Prior to his apprehension by Officer Harbin, the Respondent had been using cocaine and marijuana approximately once every two weeks for the past two years. While he was employed as a physical education teacher with the Petitioner during that two-year period, he had used illegal drugs and admitted that other employees of the School Board had observed him illegally using cocaine and marijuana.
Dr. Gugel has been the principal at Southside Junior High School for the past six years. He was principal during the 1988/1989 school year when the Respondent was arrested. Shortly after the Respondent's arrest, Dr. Gugel received information from the personnel department of the School Board of Duval County to the effect that the Respondent had been arrested for possession of illegal drugs. After his arrest, he was removed from the classroom and assigned to work at the media center. This is a non-instructional employment position.
Ms. Peggy Williams has been the vice-principal at Southside Junior High School for the past six years, including the year the Respondent was arrested. Both Dr. Gugel and Ms. Williams testified that there has been an active, anti- drug campaign conducted at Southside Junior High School, including the time when the Respondent taught there. Dr. Ragans testified that the intensive anti-drug program at the school is characteristic of the anti-drug campaigns existing on a system-wide basis in Duval County schools. The primary goal of the program is to teach students not to use drugs because of the harmful effects on the
students and the fact that it is against the law. The anti-drug program consists of several elements, including, but not limited to, teaching the students the negative effects of using drugs, workshops for teachers to help them identify and help students involved with drugs, as well as workshops for parents related to halting the use of illegal drugs. There is also a joint effort between the schools and the police department to stop the use of illegal drugs in the schools. The parent/teacher organizations have made a strong commitment to inform students regarding the dangers of substance abuse.
Students are provided a whole unit of instruction on substance abuse, and the school regularly has guest speakers, through the physical education department itself, to discuss problems associated with substance abuse. There is a committee at the school which regularly plans activities and speakers to inform students as to the dangers associated with using illegal drugs. There are posters throughout the school advising students as to the dangers of drugs and a slogan contest to warn students about drug abuse. The intensive anti-drug campaign leads up to an anti-drug day in May of each year to advise students concerning the dangers of drug abuse. When students are found to have abused illegal substances at school, they are disciplined. Students found possessing drugs at school are not permitted to continue attending that school. The anti- drug campaigns in the schools within Duval County are an important aspect of the professional and educational lives of students and staff members and an important facet of the educational program. The intense anti- drug programs in the school system require teachers to be actively involved in teaching students about the dangers of drug abuse.
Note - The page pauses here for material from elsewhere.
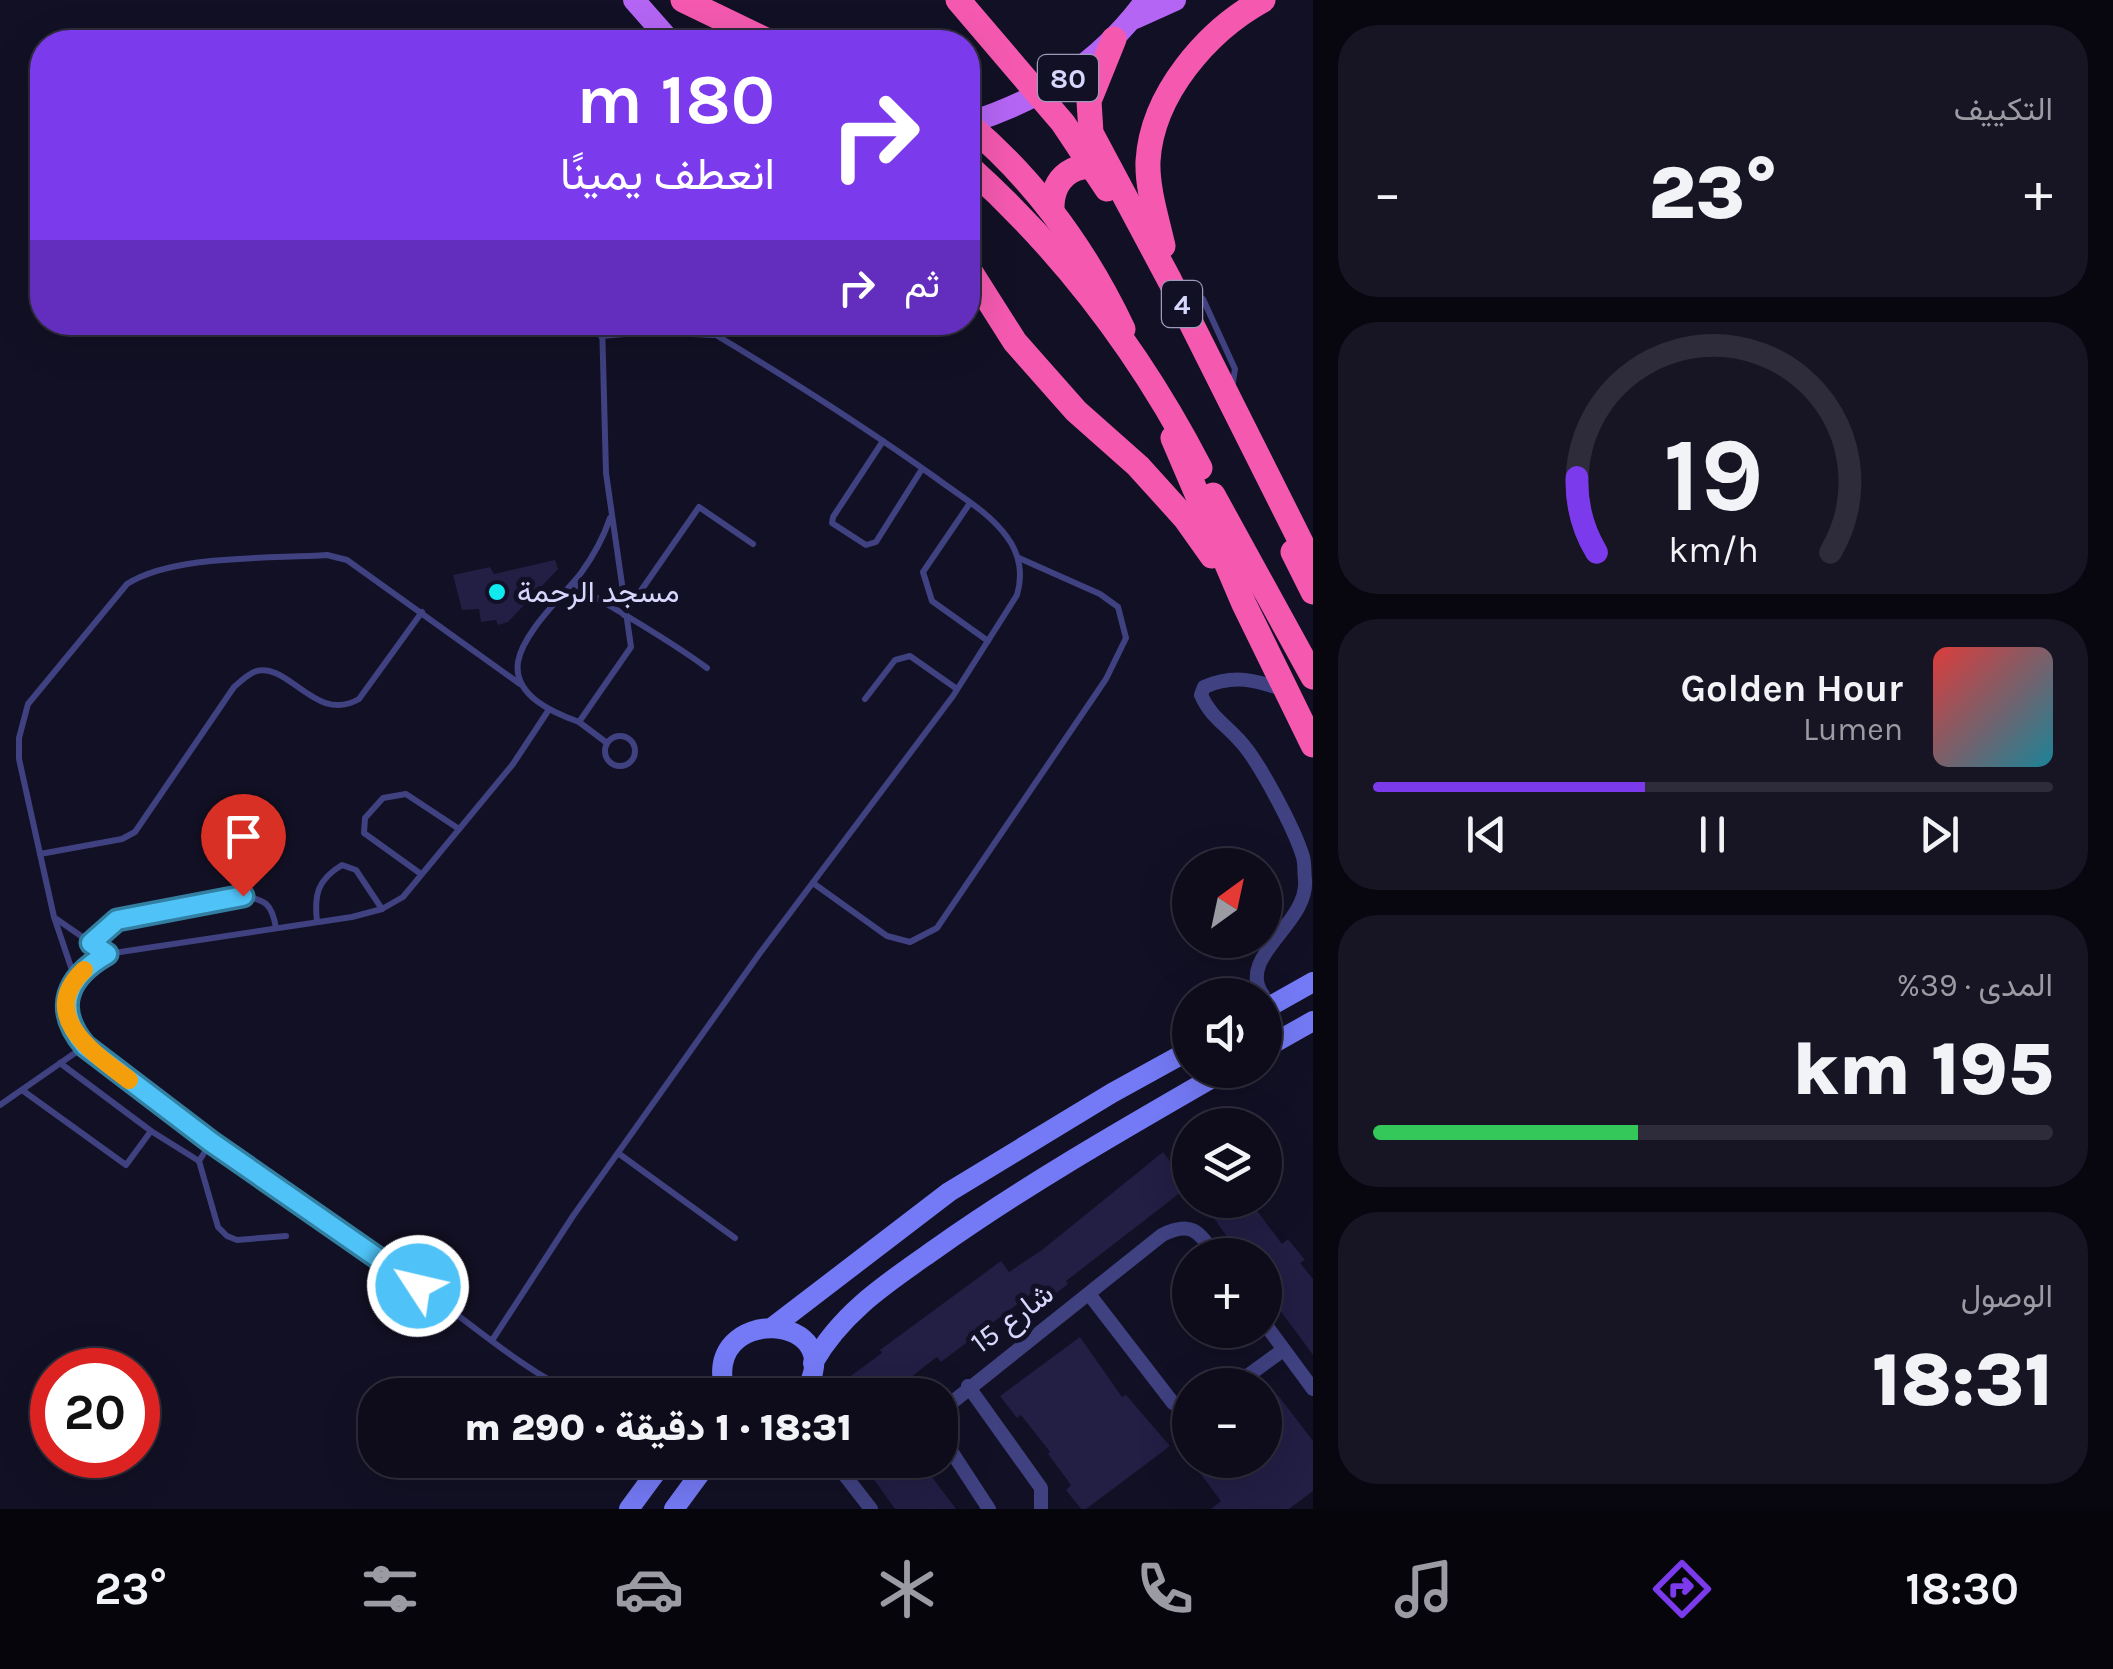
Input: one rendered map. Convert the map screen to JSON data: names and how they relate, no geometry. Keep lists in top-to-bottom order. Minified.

In order to effectively teach students not to use drugs, it is imperative that a teacher set a good example by personally refraining from the use of them. A teacher who consumes illegal drugs sends a contradictory message to students. A teacher who advocates lawfulness and the harmful effects of drugs and then breaks the laws prohibiting them obviously has a difficult time motivating impressionable students to obey those laws.
Teachers serve as role models for the students within the school system, as did the Respondent. In order to effectively advocate substance abuse abstinence, role models are expected to obey anti-drug laws and to refrain from using illegal drugs. Role models who fail to obey laws become ineffective role models. This is especially true of a teacher who acts in the capacity of a physical education or team-sport coach because, as the Respondent himself admits, the position of a coach is a high- profile position in any school; and students often strive to emulate their coaches.
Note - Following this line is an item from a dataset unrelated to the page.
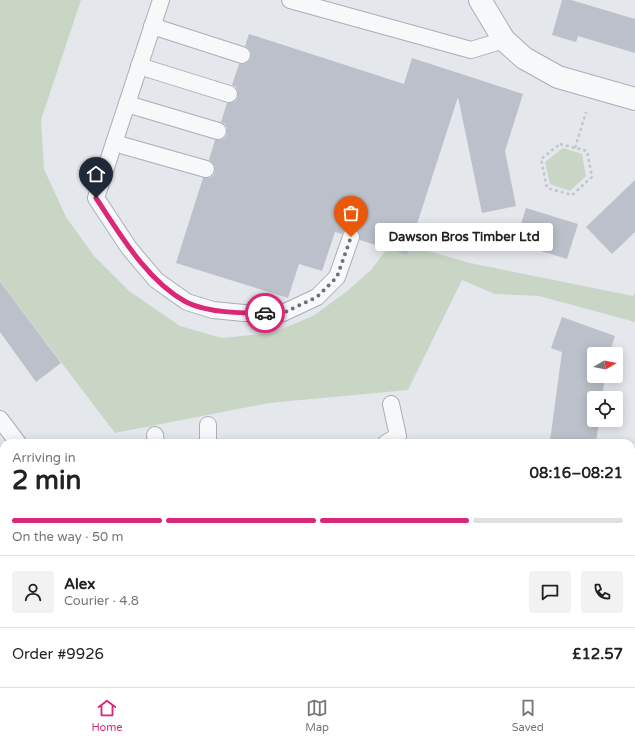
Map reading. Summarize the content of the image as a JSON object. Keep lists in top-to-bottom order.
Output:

Both students and teachers at Southside Junior High School and throughout the school system became aware of the fact that the Respondent was involved with illegal drugs and that he was removed from his teaching position because of his arrest for using illegal drugs. They became aware of this through various news stories which became publicized after the Respondent's arrest. Indeed, uncontradicted testimony established that the Respondent himself had actually discussed the matter with some of his fellow teachers. The widespread knowledge of the Respondent's altercation with law enforcement authorities, and the fact that it was due to illegal drug use, has greatly diminished his effectiveness as a role model. The Respondent has been a very effective physical education teacher and basketball coach. His high level of skill could still be an asset to the Duval County school system; however, his use of illegal drugs and his arrest and sentence for such conduct will certainly diminish his ability to motivate students and to enjoy their confidence and respect, as well as that of his fellow professional teachers and School Board
employees. The enjoyment of such confidence, respect and ability as a motivator of students are important elements in the effectiveness of any teacher. That effectiveness has been substantially diminished.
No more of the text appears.